Article
AI-Assisted Scenario Generation Without Losing Determinism
Determinism was never the generator's job — it belongs to the artifact a non-deterministic author emits, and the whole discipline lives at the gate where a draft becomes a frozen, validated, replayable object.
TL;DR
The title states a worry that, drawn correctly, dissolves: you never needed the generator to be deterministic — you need the artifact it emits to be. AI-assisted scenario generation is a non-deterministic authoring process feeding a deterministic system of record, and the entire discipline lives at the seam where a probabilistic draft is frozen into a validated, versioned, replayable object. Determinism guarantees a scenario runs the same way every time; it says nothing about whether the scenario was worth admitting. That is a separate gate, and it is the one that actually protects the analysis.
Determinism Was Never the Generator's Job
The phrasing "without losing determinism" implies that adding AI threatens a property the simulation already had. It does not, provided the boundary is in the right place. A language model is non-deterministic by construction — and more thoroughly than most people assume. Even with sampling disabled, the same request can produce different output, because inference depends on how operations are batched and accumulated on the hardware underneath, and floating-point arithmetic is sensitive to that order. Chasing a bit-for-bit reproducible generator is fighting the wrong battle.
It is also unnecessary. The generator's output is not executed; it is materialized into an artifact, and that artifact is what runs. The generator can therefore be as exploratory as you want — high sampling temperature, model upgrades, broad search — without touching the determinism of the analysis, as long as nothing it produces reaches the simulation except through a frozen, validated object. The two common errors both come from misplacing the boundary: trying to force the model to be deterministic, which is the wrong target and brittle, or letting the variance of generation leak into evaluation, which is the actual failure. What must be deterministic is the artifact and its execution. What must stay free to vary is the exploration that produced it.
The Artifact Is the Unit of Record, Not the Prompt
A tempting shortcut is to treat the request as the thing of value: store the prompt, the intent, the context, and regenerate the scenario whenever it is needed. This quietly destroys reproducibility. Because models drift between versions and inference varies between calls, "the scenario" then has no stable identity — two analysts asking for the same thing receive different objects, and a result cited one quarter cannot be reconstructed the next.
The materialized scenario — the concrete entities, parameters, and structure the generator emitted — is the unit of record, not the request that produced it. That object is what gets versioned, hashed, reviewed, and run. The prompt and any retrieved context are worth keeping as provenance, an account of where the artifact came from, but they are not the source of truth and must never be the thing re-executed. The source of truth is the frozen output. Generation is how a candidate enters the world; it is not where the candidate lives.
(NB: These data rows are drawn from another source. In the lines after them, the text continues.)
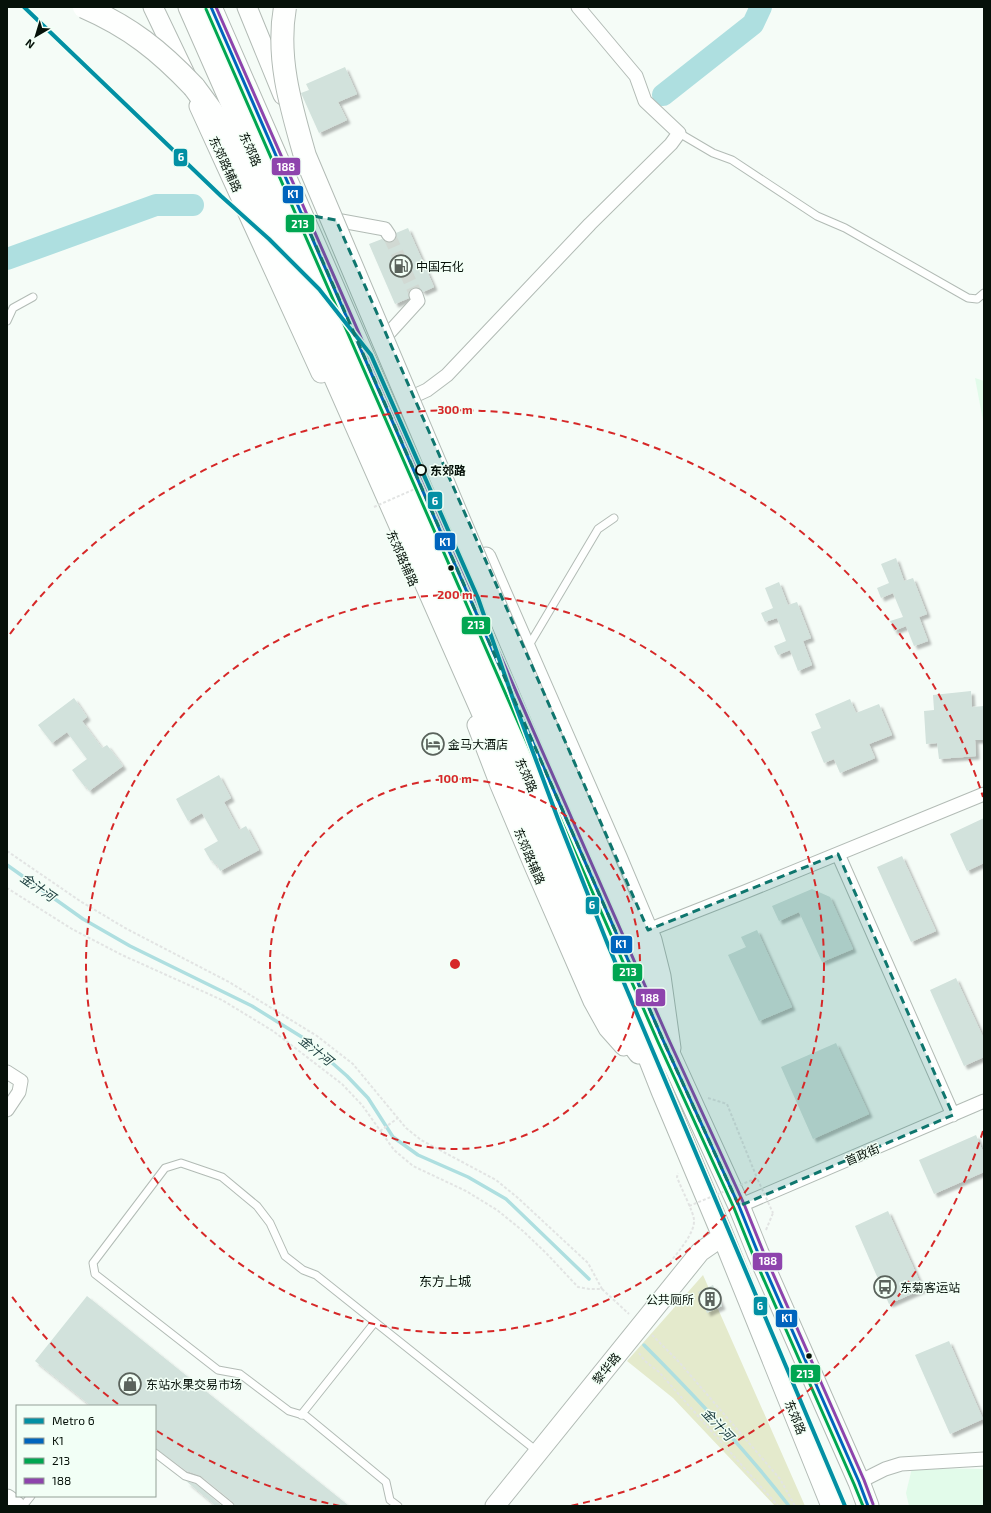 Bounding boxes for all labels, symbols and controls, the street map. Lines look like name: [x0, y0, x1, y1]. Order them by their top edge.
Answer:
north arrow: [16, 16, 56, 56]
text: N: [22, 37, 37, 52]
street label: 东郊路: [237, 130, 265, 168]
street label: 东郊路辅路: [207, 134, 245, 194]
line badge: 6: [173, 148, 188, 167]
text: 6: [178, 150, 185, 163]
line badge: 188: [271, 157, 301, 176]
text: 188: [277, 160, 295, 173]
line badge: K1: [282, 185, 304, 204]
text: K1: [287, 187, 299, 200]
line badge: 213: [285, 214, 315, 233]
text: 213: [291, 217, 309, 230]
fuel station icon: 中国石化: [388, 253, 414, 279]
place label: 中国石化: [416, 259, 464, 273]
text: 300 m: [437, 402, 473, 416]
place label: 东郊路: [430, 463, 466, 477]
marker: 东郊路: [415, 464, 427, 476]
line badge: 6: [427, 491, 443, 510]
text: 6: [432, 494, 439, 507]
street label: 东郊路辅路: [384, 528, 422, 588]
line badge: K1: [434, 532, 456, 551]
text: K1: [439, 535, 451, 548]
unlabelled marker: [446, 563, 456, 573]
text: 200 m: [437, 587, 473, 601]
line badge: 213: [461, 616, 491, 635]
text: 213: [467, 618, 485, 631]
hotel icon: 金马大酒店: [420, 731, 446, 757]
place label: 金马大酒店: [448, 737, 508, 751]
street label: 东郊路: [513, 756, 541, 794]
text: 100 m: [438, 771, 472, 785]
street label: 东郊路辅路: [512, 826, 548, 886]
water label: 金汁河: [17, 869, 61, 906]
line badge: 6: [585, 896, 600, 915]
text: 6: [589, 898, 596, 911]
line badge: K1: [610, 935, 633, 954]
text: K1: [615, 937, 627, 950]
centre of rings: [448, 957, 462, 971]
line badge: 213: [612, 963, 643, 982]
text: 213: [619, 965, 637, 978]
line badge: 188: [635, 988, 666, 1007]
text: 188: [641, 991, 659, 1004]
water label: 金汁河: [296, 1032, 339, 1070]
street label: 首政街: [843, 1141, 881, 1167]
line badge: 188: [752, 1252, 783, 1271]
text: 188: [759, 1254, 777, 1267]
district label: 东方上城: [419, 1273, 471, 1289]
bus stop icon: 东菊客运站: [872, 1274, 898, 1300]
place label: 东菊客运站: [900, 1280, 960, 1294]
building icon: 公共厕所: [697, 1286, 723, 1312]
place label: 公共厕所: [646, 1292, 694, 1306]
line badge: 6: [753, 1296, 768, 1316]
text: 6: [757, 1299, 764, 1312]
line badge: K1: [775, 1309, 798, 1328]
text: K1: [781, 1311, 793, 1324]
street label: 黎华路: [589, 1350, 623, 1386]
unlabelled marker: [804, 1351, 814, 1361]
line badge: 213: [790, 1364, 821, 1383]
text: 213: [796, 1367, 814, 1380]
shop icon: 东站水果交易市场: [117, 1371, 143, 1397]
place label: 东站水果交易市场: [146, 1377, 242, 1391]
street label: 东郊路: [783, 1398, 809, 1436]
water label: 金汁河: [699, 1404, 739, 1446]
legend: [16, 1405, 156, 1497]
text: Metro 6: [52, 1413, 95, 1427]
text: K1: [52, 1433, 64, 1447]
text: 213: [52, 1453, 70, 1467]
text: 188: [52, 1473, 71, 1487] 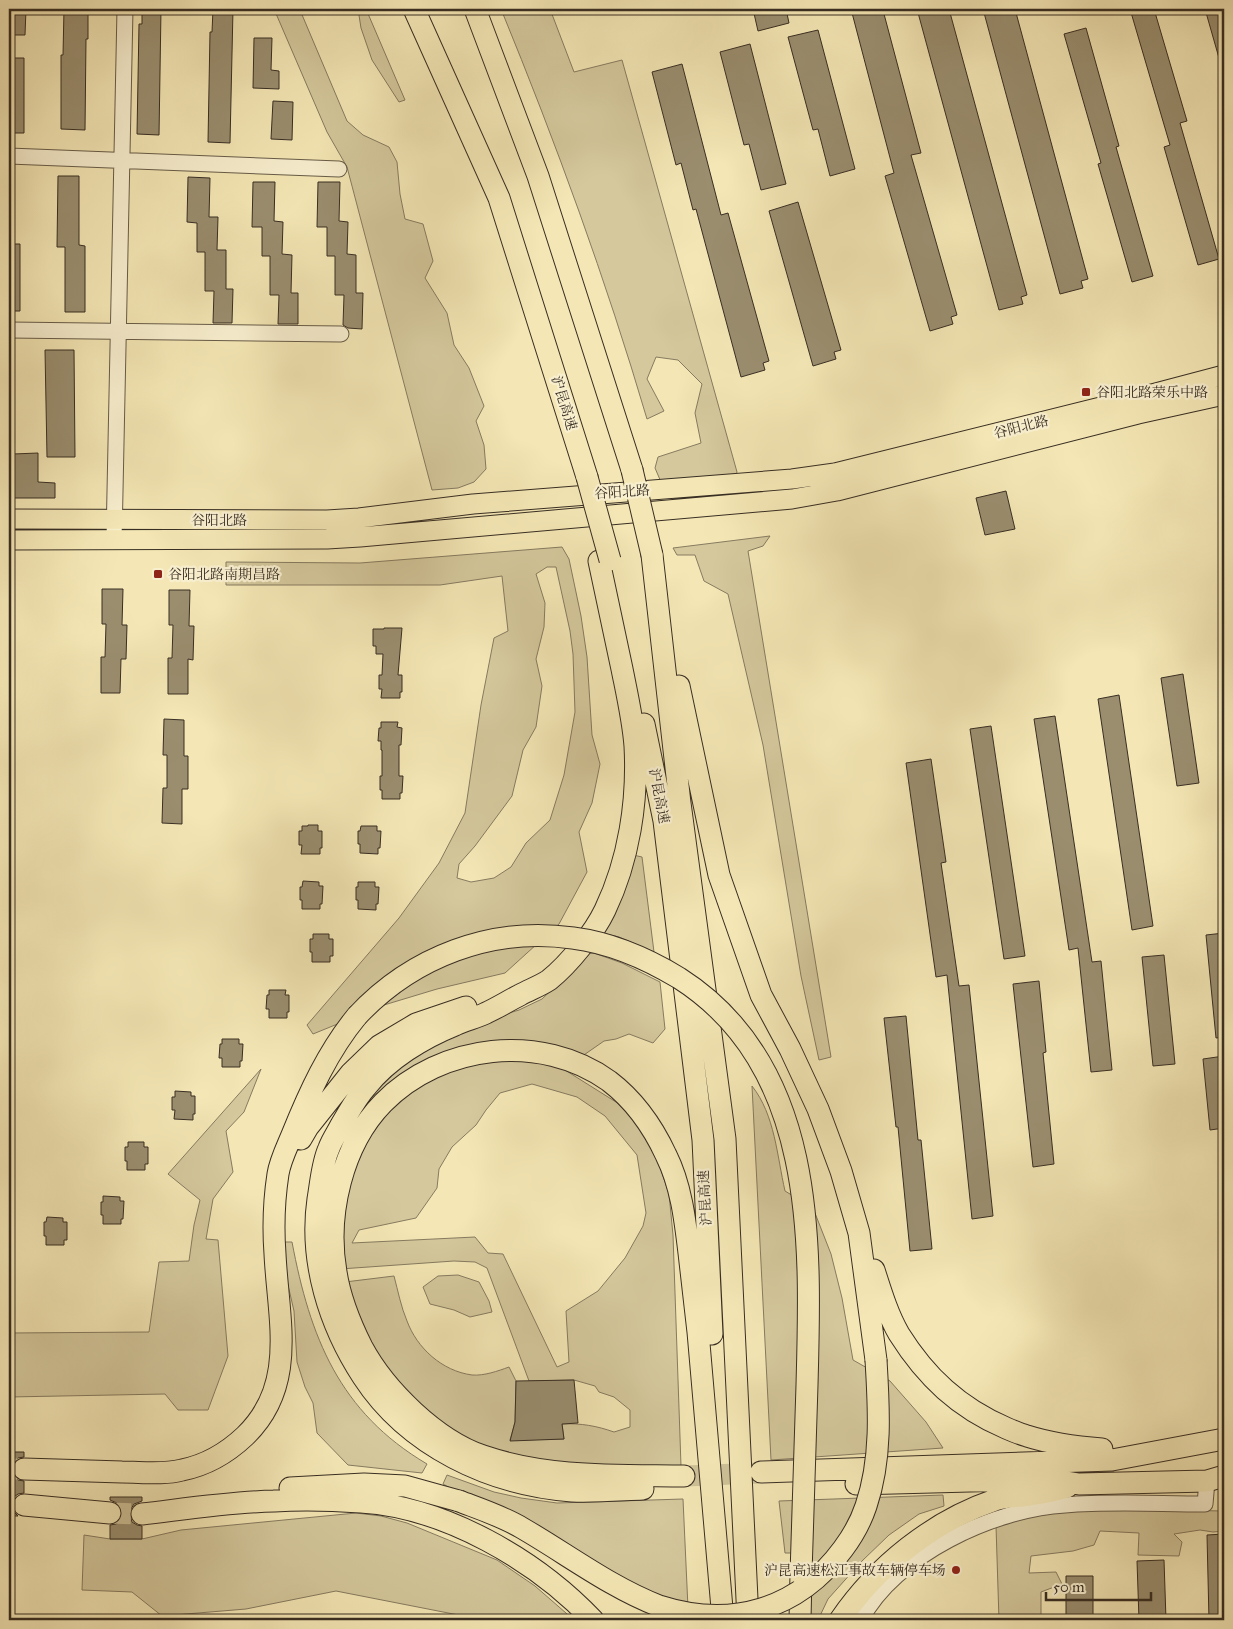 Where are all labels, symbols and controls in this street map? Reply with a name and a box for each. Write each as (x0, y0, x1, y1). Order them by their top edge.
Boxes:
street label: 沪昆高速 (548, 374, 580, 432)
place label: 谷阳北路荣乐中路 (1096, 384, 1208, 401)
marker: 谷阳北路荣乐中路 (1080, 386, 1092, 398)
street label: 谷阳北路 (992, 412, 1050, 442)
street label: 谷阳北路 (593, 482, 651, 502)
street label: 谷阳北路 (191, 512, 247, 529)
place label: 谷阳北路南期昌路 (168, 566, 280, 583)
marker: 谷阳北路南期昌路 (152, 568, 164, 580)
street label: 沪昆高速 (645, 767, 673, 825)
street label: 沪昆高速 (695, 1170, 715, 1226)
place label: 沪昆高速松江事故车辆停车场 (764, 1562, 946, 1579)
marker: 沪昆高速松江事故车辆停车场 (950, 1564, 962, 1576)
scale bar (1046, 1569, 1150, 1601)
text: 50 m (1053, 1578, 1085, 1596)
Schema-Valid Is Not the Same as Admissible
The natural first defense is to validate generated output against a schema, and modern generation can even guarantee schema conformance as it decodes. This is necessary and badly insufficient. Forcing output to satisfy a structure guarantees shape, not sense: a model constrained to emit valid fields will, when it has no good answer, emit locally valid but meaningless ones. The scenario passes every structural check and still describes something the modeled world cannot contain — a sensor with a range its physics does not support, a track that violates its own kinematics, a force laydown that contradicts itself.
So the admission gate has to test more than form. It has to test admissibility: does this scenario describe a situation the simulation can legitimately represent, with internally consistent parameters and physically plausible relationships? That check is domain logic, not schema validation, and it is where generation quality is actually enforced. A structurally perfect scenario that fails admissibility is not a near-miss to be patched; it is exactly the kind of confident, well-formed error a generator produces, and the gate exists to stop it at the door rather than to clean up after it inside the analysis.
Plausible-but-Wrong Is the Specific Hazard of Generation at Scale
The characteristic output of a capable generator is fluent and plausible. That is precisely what makes invalid scenarios dangerous: they read as reasonable, survive a skim, and accumulate in the corpus as confident nonsense. Determinism offers no protection here — it only makes the same nonsense reproducible, which is worse than useless, because reproducibility lends the error the appearance of a stable finding.
Volume sharpens the problem. The reason to use generation at all is to produce more scenarios than a team could author by hand, which means no one is reading each one closely; the analysis now leans on the gate rather than on human attention. Grounding generation in a curated domain corpus reduces invention, and is worth doing, but it narrows the error rate rather than eliminating it — the gate still has to treat the generator as a confident draftsman and not an authority, and admit nothing on plausibility alone. The discipline scales inversely with trust: the more you generate, the less you can afford to believe any single output, and the more the admission gate carries the weight that line-by-line review once did.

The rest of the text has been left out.